3. They get too comfortable
Once you get a deal or two, don’t stop advertising!!!
You always need leads to keep your pipeline going and as you continue to mail, you’ll gain momentum and you’ll get more leads reaching out to you from your follow up advertising.
Even if you made more on one deal than you made in Corporate America in a year, don’t get comfortable!
Always keep your pipeline open so that you can get deal after deal and you don’t end up with lulls.
4. Don’t realize it’s a business of helping others
It’s not about the money.
We repeat, it’s not about the money.
Sure, it’s nice to get a nice check after closing a deal, but if you’re only in it for the money, your business will not thrive.
It’s key to realize that you’re in the business of helping others out of tough situations. They’re contacting you because they’re going through a tough time and need to sell quickly and might not have the time or money to fix the property up.
When meeting with sellers, it’s important to figure out why they reached out to you, what their pain points are, and come up with a solution for that works for both of you.
This will help you secure more deals, all while helping another person out.
5. They think they need money
Don’t get us wrong, you do need money, but you have opportunities that don’t include you needing to use your own money.
Most investors use OPM or other people’s money. This could be from private money such as from friends or family or from a hard money lender. By doing this, you’re able to purchase more properties without the limits of your own bank account.
It can take some time and experience to build up trust for private lenders because they want to know their money is going to be in good hands. Once you show your track record, they are normally more likely to understand and trust how you’ll be using their money.
It’s good to research types of lending that is available to you based on what your exit strategy is so that when you are ready to secure a deal, you have an idea of how you’ll obtain the financing needed.
When it comes to advertising, you’ll need money for this. There are ways to do this cheaply such as driving for dollars but if you’re going to be sending out mail or advertising online, you’ll need money so that you can advertise to the same property for at least 3 months.
6. They’re not willing to invest in themselves
You spend 13 years in school, followed by usually 2-8 more years in college to learn a specialty for your career. In addition to your time, education is not cheap and many are in debt from student loans for years after graduating.
With real estate investing, there isn’t a formal training per se but it does make sense for you to learn from someone who is active in the business and you can learn from their successes and failures.
Typically, this sort of mentorship or coaching is not free.
You can learn a good bit of information for free online through podcasts, blogs, and from watching other investors post their stories on social media.

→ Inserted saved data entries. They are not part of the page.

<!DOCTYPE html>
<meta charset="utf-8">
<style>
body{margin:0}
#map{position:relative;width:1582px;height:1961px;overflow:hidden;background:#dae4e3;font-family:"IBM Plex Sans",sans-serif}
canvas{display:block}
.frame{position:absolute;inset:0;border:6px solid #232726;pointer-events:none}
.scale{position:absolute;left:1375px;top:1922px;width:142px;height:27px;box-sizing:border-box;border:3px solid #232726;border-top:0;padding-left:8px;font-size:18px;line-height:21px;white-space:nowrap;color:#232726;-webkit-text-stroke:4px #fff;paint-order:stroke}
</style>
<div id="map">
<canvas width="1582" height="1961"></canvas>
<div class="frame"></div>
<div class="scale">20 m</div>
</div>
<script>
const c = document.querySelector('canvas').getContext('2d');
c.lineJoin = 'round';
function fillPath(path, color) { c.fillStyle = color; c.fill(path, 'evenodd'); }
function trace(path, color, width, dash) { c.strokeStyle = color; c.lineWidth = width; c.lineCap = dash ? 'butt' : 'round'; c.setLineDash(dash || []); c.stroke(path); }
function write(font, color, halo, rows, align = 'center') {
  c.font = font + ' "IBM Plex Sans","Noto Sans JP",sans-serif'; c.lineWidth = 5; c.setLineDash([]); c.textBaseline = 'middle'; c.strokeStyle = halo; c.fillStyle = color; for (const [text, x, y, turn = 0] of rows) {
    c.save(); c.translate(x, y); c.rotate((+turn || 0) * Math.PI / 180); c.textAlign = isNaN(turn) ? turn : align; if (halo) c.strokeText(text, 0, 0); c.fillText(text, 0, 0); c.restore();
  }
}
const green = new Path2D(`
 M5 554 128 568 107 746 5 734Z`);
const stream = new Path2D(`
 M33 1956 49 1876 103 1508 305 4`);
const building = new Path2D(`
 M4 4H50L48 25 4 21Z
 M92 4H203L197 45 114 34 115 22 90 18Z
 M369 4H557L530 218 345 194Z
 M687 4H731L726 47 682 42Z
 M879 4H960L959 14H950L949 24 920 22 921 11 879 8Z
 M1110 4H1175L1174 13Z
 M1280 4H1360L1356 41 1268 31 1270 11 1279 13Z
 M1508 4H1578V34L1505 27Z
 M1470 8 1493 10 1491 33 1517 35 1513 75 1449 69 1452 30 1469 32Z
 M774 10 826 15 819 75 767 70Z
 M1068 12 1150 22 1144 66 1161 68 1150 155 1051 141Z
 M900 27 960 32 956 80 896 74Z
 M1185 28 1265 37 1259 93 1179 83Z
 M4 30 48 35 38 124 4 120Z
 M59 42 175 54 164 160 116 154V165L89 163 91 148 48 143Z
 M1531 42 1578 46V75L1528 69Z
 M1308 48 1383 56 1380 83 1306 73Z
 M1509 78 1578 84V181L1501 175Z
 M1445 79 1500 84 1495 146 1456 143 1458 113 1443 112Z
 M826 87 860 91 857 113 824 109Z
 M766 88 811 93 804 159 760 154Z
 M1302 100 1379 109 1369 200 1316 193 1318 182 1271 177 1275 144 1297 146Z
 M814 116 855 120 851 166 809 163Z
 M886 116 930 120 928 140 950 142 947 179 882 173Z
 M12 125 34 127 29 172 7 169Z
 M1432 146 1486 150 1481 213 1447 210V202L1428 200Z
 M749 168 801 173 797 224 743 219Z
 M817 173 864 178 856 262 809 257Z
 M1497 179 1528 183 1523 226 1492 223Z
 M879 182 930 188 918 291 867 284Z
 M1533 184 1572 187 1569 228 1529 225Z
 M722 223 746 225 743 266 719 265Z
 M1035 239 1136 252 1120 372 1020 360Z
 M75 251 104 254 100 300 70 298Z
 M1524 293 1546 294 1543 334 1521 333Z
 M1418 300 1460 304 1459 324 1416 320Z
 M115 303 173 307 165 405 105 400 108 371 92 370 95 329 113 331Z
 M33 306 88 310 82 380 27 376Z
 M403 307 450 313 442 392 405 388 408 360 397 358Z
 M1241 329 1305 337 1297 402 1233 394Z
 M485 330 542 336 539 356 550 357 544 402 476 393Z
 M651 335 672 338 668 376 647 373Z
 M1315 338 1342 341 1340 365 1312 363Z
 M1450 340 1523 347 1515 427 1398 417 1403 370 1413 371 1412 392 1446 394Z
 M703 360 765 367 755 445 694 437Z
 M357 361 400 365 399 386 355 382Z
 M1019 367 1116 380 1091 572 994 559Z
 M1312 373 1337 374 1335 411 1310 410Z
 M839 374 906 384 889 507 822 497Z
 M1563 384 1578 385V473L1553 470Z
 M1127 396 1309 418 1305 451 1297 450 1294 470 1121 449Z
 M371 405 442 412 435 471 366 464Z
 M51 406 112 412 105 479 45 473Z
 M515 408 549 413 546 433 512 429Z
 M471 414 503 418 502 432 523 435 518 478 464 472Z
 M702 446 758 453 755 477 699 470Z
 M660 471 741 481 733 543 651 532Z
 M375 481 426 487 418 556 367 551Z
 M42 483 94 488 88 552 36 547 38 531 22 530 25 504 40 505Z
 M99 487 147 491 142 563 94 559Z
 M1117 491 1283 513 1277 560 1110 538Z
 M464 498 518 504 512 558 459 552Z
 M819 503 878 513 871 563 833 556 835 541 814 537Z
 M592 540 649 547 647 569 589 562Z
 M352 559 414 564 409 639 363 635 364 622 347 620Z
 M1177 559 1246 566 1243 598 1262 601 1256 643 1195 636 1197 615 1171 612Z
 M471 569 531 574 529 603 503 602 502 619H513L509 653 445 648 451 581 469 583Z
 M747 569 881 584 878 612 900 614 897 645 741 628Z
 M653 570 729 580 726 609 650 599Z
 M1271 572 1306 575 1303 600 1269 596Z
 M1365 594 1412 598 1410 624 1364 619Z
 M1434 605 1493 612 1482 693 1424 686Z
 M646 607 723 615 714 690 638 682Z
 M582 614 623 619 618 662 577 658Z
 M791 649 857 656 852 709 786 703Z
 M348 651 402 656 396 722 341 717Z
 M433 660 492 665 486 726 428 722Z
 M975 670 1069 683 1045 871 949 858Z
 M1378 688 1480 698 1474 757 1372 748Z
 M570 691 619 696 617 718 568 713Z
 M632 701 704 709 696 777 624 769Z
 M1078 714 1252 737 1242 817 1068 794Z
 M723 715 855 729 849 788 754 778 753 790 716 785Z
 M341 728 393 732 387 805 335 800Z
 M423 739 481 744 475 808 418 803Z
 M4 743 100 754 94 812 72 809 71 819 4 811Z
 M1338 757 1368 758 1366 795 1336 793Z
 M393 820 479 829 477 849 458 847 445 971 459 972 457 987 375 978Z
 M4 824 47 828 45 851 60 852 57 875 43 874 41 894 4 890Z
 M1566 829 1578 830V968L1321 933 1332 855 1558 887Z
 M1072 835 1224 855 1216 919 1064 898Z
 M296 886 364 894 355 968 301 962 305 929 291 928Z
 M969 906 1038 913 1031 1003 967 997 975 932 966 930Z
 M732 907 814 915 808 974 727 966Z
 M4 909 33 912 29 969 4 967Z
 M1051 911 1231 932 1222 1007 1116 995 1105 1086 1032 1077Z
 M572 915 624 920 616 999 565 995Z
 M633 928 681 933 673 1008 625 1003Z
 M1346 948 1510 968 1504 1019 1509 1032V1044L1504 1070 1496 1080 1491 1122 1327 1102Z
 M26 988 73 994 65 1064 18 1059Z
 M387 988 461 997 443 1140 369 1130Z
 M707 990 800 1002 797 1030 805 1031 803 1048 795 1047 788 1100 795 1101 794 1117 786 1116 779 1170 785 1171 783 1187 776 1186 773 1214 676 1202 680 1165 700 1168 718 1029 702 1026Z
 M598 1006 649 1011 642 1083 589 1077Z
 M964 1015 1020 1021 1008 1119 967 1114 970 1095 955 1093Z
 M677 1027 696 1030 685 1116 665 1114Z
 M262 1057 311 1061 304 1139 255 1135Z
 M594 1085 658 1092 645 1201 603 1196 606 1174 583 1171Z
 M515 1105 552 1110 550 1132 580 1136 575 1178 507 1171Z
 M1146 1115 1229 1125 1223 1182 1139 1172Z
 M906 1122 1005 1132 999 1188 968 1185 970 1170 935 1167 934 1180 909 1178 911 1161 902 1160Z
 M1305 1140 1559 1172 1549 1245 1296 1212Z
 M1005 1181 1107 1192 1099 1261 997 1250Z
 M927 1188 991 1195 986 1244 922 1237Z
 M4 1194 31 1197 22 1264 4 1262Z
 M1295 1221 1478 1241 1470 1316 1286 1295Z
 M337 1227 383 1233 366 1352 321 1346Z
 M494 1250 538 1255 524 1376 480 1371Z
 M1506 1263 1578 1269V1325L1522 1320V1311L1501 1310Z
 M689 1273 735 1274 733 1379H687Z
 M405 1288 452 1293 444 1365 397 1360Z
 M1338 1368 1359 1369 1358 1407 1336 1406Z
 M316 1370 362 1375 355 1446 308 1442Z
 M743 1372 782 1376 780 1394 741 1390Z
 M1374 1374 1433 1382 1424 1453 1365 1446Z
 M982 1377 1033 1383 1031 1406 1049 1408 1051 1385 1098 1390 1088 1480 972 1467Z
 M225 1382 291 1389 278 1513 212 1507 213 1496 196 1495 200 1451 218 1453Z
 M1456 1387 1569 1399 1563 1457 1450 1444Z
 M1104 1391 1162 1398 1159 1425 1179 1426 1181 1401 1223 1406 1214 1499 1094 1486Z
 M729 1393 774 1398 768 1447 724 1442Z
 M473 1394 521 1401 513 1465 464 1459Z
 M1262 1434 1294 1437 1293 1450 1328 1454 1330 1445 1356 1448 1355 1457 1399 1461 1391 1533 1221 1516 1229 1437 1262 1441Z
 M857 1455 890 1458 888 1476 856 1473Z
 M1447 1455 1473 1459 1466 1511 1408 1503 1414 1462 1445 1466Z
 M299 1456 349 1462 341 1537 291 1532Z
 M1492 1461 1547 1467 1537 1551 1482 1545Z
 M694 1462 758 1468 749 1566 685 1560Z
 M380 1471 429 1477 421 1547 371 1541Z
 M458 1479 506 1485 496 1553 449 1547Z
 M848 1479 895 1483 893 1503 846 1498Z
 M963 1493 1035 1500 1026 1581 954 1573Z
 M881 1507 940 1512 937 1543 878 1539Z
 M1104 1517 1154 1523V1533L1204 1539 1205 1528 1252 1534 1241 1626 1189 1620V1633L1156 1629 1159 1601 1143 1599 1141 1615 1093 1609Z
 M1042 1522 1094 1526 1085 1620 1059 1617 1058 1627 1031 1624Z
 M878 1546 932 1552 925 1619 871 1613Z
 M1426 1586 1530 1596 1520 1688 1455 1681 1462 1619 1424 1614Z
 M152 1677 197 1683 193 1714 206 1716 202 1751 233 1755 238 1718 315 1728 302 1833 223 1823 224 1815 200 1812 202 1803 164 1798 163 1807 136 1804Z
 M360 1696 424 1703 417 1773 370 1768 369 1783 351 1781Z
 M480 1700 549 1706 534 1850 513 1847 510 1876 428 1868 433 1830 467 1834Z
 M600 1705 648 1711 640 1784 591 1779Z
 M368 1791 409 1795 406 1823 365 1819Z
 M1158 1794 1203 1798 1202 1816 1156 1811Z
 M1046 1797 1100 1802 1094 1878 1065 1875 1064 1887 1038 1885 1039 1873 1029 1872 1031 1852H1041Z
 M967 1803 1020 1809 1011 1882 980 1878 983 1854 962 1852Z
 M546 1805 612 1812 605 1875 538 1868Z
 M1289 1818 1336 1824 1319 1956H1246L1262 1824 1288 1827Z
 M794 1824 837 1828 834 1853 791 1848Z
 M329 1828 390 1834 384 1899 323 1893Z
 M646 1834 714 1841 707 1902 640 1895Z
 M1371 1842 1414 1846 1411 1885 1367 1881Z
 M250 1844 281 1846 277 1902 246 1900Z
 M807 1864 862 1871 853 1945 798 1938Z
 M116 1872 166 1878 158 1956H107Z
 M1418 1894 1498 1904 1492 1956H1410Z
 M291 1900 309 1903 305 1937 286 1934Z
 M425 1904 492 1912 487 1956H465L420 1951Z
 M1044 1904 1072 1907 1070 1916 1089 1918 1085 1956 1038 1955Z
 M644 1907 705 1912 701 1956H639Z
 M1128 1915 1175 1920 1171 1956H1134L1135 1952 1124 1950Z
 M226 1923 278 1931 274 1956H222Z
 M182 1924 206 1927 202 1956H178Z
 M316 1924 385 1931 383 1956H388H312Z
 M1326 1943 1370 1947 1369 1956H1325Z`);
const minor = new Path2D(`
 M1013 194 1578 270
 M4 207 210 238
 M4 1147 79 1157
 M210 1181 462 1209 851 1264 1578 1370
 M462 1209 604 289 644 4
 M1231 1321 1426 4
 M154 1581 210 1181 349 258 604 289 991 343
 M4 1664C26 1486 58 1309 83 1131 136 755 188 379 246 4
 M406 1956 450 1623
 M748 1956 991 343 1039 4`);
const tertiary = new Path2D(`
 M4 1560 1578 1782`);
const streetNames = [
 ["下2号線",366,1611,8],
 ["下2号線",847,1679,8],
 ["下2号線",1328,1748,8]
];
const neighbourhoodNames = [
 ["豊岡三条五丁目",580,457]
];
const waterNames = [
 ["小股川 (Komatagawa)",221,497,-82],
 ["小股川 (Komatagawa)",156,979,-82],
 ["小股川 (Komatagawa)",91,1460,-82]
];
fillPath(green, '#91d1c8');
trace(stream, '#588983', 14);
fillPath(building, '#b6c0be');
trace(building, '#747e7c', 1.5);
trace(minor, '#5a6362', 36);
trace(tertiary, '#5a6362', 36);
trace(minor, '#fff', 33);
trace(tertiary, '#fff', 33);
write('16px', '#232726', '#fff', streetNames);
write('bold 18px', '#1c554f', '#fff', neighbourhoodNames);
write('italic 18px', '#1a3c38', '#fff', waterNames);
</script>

This type of information though doesn’t help you when you’re meeting with the seller and don’t know what to do to secure the deal.
What contract do you use?
How do you know if your offer is appropriate?
How do you know if your repair estimate is accurate?
How do you secure your financing?
What happens if there are title issues that arise?
That’s what you’re paying a mentor for. Those first steps come with so much uncertainty when you’re brand new and you need someone to help you through it.
With the right mentorship, you’ll be able to make back your money plus more after just a deal or two.
Comparing it to traditional school loans that you’re paying back for years and years, the investment in your real estate investing education could be made back in just a few months after you complete a deal or two.
Don’t give excuses.
The beginning of this journey is going to be the most uncomfortable so set small milestones and hold yourself accountable of taking action and getting your first deal done.
Many times, the only one holding you back is yourself.